### PROBLEM DETAILS
The reply must contain all of the records, unchanged.

### RECORD EXCERPTS
━━━━━━━━

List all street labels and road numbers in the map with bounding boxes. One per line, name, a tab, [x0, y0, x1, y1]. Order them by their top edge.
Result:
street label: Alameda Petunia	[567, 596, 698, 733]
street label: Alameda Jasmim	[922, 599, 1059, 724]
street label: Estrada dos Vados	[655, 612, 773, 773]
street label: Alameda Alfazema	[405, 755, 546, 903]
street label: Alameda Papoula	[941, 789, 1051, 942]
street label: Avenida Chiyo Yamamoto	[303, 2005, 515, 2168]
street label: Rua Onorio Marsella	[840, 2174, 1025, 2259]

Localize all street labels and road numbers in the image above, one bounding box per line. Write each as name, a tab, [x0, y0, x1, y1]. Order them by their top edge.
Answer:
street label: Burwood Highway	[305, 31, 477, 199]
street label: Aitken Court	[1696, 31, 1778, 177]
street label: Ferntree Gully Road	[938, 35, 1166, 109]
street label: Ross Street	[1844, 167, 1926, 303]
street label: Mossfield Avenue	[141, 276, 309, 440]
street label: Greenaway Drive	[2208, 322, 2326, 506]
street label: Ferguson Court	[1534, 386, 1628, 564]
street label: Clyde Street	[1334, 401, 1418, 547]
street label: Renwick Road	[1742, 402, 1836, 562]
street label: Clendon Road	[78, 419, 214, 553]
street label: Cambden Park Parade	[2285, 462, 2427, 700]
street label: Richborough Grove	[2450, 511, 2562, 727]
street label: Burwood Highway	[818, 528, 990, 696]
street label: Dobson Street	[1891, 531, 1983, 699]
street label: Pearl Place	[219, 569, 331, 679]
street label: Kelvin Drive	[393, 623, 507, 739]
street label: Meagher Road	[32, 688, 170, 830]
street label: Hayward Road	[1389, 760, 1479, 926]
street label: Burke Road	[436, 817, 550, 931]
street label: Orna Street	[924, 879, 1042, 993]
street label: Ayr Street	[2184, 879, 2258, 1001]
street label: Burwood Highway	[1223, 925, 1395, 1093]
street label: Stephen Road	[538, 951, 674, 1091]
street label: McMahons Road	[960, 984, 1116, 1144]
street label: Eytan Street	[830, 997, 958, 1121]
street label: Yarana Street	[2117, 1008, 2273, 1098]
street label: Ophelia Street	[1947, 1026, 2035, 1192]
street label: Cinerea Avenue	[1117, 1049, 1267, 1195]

━━━━━━━━

### EXERCISE RESPONSE
List all street labels and road numbers in the map with bounding boxes. One per line, name, a tab, [x0, y0, x1, y1]. Order them by their top edge.
Result:
street label: Alameda Petunia	[567, 596, 698, 733]
street label: Alameda Jasmim	[922, 599, 1059, 724]
street label: Estrada dos Vados	[655, 612, 773, 773]
street label: Alameda Alfazema	[405, 755, 546, 903]
street label: Alameda Papoula	[941, 789, 1051, 942]
street label: Avenida Chiyo Yamamoto	[303, 2005, 515, 2168]
street label: Rua Onorio Marsella	[840, 2174, 1025, 2259]

Localize all street labels and road numbers in the image above, one bounding box per line. Write each as name, a tab, [x0, y0, x1, y1]. Order them by their top edge.
Answer:
street label: Burwood Highway	[305, 31, 477, 199]
street label: Aitken Court	[1696, 31, 1778, 177]
street label: Ferntree Gully Road	[938, 35, 1166, 109]
street label: Ross Street	[1844, 167, 1926, 303]
street label: Mossfield Avenue	[141, 276, 309, 440]
street label: Greenaway Drive	[2208, 322, 2326, 506]
street label: Ferguson Court	[1534, 386, 1628, 564]
street label: Clyde Street	[1334, 401, 1418, 547]
street label: Renwick Road	[1742, 402, 1836, 562]
street label: Clendon Road	[78, 419, 214, 553]
street label: Cambden Park Parade	[2285, 462, 2427, 700]
street label: Richborough Grove	[2450, 511, 2562, 727]
street label: Burwood Highway	[818, 528, 990, 696]
street label: Dobson Street	[1891, 531, 1983, 699]
street label: Pearl Place	[219, 569, 331, 679]
street label: Kelvin Drive	[393, 623, 507, 739]
street label: Meagher Road	[32, 688, 170, 830]
street label: Hayward Road	[1389, 760, 1479, 926]
street label: Burke Road	[436, 817, 550, 931]
street label: Orna Street	[924, 879, 1042, 993]
street label: Ayr Street	[2184, 879, 2258, 1001]
street label: Burwood Highway	[1223, 925, 1395, 1093]
street label: Stephen Road	[538, 951, 674, 1091]
street label: McMahons Road	[960, 984, 1116, 1144]
street label: Eytan Street	[830, 997, 958, 1121]
street label: Yarana Street	[2117, 1008, 2273, 1098]
street label: Ophelia Street	[1947, 1026, 2035, 1192]
street label: Cinerea Avenue	[1117, 1049, 1267, 1195]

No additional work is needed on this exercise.